The DNA collection drives described in Monday’s report began in 2019 under a policing campaign called the “three greats” (inspection, investigation and mediation)…reports Asian Lite News
Chinese authorities have been gathering DNA samples across Tibet, including from kindergarten children without the apparent consent of their parents, Human Rights Watch has said, The Guardian reported.
In a new report released on Monday, the rights organisation claimed new evidence showing a systematic DNA collection drive for entire populations across Tibet as part of a “crime detection” drive, The Guardian reported.
“There is no publicly available evidence suggesting people can decline to participate or that police have credible evidence of criminal conduct that might warrant such collection,” it said, adding that mass collection for such a purpose was a serious human rights violation in that it “cannot be justified as necessary or proportionate”.

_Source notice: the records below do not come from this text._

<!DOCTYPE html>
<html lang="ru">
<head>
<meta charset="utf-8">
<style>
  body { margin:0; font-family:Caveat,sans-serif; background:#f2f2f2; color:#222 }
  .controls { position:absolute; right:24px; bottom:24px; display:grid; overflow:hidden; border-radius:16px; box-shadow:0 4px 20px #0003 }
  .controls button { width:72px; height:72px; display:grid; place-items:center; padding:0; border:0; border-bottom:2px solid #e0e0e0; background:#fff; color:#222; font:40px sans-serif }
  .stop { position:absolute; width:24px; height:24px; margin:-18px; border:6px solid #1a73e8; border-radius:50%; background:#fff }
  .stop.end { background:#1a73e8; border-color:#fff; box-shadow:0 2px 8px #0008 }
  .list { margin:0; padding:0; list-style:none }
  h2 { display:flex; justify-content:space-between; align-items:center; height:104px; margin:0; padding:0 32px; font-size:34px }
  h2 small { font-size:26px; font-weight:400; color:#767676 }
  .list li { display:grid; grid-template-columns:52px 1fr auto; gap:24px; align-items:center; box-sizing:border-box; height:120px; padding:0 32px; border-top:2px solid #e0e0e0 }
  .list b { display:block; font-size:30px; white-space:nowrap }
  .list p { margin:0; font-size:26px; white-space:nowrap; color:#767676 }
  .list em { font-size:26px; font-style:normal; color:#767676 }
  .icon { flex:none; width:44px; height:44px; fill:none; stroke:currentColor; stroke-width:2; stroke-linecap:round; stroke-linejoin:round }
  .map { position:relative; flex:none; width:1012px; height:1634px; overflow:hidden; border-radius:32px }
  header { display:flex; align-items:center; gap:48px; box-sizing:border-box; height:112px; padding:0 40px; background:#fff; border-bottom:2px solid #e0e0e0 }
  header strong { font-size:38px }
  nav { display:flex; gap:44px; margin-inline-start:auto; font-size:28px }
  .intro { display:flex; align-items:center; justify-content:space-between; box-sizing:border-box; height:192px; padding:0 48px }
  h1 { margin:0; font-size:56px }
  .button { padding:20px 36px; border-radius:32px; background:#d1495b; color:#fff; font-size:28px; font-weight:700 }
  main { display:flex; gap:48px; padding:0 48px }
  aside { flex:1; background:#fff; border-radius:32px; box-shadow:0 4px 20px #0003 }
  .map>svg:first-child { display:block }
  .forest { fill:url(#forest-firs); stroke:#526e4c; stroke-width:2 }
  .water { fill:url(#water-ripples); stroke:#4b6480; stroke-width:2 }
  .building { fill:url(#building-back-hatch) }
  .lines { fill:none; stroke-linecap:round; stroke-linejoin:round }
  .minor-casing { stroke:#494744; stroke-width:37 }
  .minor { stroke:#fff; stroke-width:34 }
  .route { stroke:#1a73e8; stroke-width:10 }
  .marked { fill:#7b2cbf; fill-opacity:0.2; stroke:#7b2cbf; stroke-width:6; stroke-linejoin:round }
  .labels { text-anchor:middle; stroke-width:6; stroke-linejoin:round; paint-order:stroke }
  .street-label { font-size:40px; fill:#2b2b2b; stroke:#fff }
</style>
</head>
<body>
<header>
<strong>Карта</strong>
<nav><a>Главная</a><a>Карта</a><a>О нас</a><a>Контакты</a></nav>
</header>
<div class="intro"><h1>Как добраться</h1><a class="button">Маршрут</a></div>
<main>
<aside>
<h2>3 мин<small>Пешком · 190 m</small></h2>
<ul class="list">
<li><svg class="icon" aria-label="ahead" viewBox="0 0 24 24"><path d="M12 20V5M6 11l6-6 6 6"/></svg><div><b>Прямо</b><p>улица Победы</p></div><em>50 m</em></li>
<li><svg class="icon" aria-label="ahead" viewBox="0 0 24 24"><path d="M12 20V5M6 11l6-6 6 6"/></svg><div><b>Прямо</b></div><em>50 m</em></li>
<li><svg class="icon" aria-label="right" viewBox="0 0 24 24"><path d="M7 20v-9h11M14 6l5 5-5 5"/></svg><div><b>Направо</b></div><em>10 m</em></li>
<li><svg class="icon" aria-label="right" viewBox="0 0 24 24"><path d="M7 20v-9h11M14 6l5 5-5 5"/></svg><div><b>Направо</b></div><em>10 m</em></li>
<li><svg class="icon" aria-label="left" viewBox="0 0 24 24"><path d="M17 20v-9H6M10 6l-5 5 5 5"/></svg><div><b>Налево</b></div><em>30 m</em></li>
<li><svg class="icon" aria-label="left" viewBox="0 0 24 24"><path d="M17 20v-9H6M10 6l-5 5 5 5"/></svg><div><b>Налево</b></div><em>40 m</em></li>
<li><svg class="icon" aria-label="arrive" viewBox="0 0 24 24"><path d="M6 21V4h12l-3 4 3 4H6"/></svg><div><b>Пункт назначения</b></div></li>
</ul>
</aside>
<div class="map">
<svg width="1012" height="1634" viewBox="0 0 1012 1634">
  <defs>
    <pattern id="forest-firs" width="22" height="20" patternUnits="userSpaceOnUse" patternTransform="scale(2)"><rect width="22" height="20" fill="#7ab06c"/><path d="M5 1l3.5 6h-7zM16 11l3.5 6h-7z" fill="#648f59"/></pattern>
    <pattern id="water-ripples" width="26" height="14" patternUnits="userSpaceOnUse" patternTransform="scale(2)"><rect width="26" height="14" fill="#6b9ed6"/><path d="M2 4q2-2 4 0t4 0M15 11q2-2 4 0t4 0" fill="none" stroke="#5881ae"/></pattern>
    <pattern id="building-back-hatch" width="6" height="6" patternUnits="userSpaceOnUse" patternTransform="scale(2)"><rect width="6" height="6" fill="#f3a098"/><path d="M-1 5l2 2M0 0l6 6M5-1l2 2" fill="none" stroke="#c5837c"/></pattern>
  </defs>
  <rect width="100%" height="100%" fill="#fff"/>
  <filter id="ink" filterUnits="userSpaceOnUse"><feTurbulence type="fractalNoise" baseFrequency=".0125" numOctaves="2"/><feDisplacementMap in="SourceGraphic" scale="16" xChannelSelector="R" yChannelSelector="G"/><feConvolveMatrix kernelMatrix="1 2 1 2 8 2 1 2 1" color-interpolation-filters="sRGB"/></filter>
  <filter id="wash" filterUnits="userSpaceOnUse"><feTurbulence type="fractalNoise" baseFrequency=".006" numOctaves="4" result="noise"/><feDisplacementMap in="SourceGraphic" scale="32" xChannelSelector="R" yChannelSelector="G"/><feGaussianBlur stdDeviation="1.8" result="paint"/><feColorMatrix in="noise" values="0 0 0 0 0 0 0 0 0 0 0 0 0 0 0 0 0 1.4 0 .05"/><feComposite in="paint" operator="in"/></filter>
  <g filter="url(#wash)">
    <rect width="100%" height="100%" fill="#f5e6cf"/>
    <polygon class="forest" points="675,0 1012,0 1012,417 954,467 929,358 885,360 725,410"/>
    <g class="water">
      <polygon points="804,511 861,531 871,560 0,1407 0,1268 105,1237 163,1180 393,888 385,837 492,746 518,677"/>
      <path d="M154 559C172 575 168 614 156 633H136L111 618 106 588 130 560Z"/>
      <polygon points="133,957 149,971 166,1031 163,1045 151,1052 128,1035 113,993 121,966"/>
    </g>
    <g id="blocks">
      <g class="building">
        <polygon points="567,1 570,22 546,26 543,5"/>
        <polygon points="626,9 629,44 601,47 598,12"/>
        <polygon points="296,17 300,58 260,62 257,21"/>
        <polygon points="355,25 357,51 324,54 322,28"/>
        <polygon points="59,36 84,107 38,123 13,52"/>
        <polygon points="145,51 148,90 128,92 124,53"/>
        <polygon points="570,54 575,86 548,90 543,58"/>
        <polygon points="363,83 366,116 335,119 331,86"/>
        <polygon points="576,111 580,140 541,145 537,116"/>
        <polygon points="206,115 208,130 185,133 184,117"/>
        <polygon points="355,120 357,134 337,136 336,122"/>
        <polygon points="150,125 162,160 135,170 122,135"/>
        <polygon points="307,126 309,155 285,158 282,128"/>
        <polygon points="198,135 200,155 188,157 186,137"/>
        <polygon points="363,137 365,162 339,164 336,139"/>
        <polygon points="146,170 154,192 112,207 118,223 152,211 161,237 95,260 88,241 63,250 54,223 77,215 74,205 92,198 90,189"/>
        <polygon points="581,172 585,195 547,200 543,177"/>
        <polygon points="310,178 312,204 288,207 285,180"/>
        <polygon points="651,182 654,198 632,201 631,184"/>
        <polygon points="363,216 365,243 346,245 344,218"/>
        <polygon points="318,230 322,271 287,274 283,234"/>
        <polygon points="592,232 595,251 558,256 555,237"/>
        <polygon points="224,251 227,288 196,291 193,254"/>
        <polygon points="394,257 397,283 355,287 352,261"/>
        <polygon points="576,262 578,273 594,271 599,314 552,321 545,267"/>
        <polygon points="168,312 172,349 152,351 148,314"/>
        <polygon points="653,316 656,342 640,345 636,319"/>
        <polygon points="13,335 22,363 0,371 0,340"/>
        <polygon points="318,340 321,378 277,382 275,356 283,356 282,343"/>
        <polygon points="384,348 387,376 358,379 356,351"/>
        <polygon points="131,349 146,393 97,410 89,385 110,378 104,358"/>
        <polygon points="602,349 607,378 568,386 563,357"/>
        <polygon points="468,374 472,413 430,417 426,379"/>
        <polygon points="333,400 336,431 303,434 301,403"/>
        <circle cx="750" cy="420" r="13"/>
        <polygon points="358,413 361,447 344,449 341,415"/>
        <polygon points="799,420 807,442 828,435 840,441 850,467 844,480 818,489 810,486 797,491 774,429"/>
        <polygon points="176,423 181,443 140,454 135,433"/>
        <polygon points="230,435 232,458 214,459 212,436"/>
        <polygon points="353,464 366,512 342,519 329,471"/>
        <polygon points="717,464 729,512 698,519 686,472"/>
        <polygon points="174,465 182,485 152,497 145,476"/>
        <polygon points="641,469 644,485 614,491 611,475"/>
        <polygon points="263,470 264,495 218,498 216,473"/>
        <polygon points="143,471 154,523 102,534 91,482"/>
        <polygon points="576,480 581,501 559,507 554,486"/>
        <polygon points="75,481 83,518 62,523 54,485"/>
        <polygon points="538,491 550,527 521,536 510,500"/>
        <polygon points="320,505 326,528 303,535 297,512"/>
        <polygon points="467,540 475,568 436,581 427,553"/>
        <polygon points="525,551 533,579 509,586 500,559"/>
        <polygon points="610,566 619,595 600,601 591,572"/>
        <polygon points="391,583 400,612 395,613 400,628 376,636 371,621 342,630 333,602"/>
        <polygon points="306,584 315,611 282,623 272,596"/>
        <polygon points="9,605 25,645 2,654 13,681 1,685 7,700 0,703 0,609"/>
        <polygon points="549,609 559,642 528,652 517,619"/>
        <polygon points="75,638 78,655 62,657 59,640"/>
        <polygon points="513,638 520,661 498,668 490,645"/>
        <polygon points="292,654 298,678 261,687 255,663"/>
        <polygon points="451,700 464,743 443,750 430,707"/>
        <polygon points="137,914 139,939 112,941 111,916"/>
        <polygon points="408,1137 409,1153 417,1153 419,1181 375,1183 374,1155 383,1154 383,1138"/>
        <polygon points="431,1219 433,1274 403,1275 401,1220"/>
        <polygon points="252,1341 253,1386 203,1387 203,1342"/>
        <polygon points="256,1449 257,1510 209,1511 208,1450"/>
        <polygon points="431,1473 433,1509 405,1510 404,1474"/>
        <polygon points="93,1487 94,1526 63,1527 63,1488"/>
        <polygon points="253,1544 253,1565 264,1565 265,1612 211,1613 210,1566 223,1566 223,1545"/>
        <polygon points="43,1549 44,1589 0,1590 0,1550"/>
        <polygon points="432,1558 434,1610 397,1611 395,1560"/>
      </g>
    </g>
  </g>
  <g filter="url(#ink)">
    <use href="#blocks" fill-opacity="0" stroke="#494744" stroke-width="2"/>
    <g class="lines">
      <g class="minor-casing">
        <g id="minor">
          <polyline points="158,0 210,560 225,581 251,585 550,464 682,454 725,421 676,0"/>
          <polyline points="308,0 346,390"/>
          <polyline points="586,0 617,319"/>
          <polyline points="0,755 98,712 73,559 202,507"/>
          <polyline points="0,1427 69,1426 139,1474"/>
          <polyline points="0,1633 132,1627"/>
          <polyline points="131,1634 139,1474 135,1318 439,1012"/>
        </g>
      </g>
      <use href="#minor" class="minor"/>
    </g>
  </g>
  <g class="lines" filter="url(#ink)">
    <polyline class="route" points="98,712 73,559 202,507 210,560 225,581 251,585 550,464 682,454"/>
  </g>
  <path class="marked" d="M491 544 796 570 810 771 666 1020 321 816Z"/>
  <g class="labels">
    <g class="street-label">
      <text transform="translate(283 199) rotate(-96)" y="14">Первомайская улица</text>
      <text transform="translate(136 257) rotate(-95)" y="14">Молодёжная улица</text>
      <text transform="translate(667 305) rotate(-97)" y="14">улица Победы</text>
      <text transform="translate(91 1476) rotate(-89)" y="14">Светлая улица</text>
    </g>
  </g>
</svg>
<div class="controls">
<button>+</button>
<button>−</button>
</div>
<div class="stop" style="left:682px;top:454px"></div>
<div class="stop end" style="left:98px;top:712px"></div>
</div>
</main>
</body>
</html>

The DNA collection drives described in Monday’s report began in 2019 under a policing campaign called the “three greats” (inspection, investigation and mediation), designed to strengthen China’s intensive grassroots-level policing system. The report also cited two government tenders for the construction of local DNA databases in 2019.
Citing publicly available police and state media publications, Human Rights Watch identified drives in 14 distinct localities across every prefecture-level region in the Tibetan Autonomous Region (TAR), including one whole prefecture, two counties, two towns, two townships and seven villages. It also detected some collection drives on Tibetan regions outside the TAR, The Guardian reported.
The report described the campaign as “intrusive policing”, taking samples from all residents of some villages, including those as young as five, or of all male residents. In a January report, police described efforts in Chonggye county to conduct information registration and DNA collection.
“No village must be omitted from a township, no household must be omitted from a village, and no person must be omitted from a household,” it said.
Tibet has been under Chinese control since it was annexed more than 70 years ago, in what Tibetans describe as an invasion and Beijing claims was a peaceful liberation from theocratic rule. It is among border regions including Xinjiang and Mongolia subject to long-running crackdowns on the religious and cultural practices of non-Han ethnic minorities, The Guardian reported.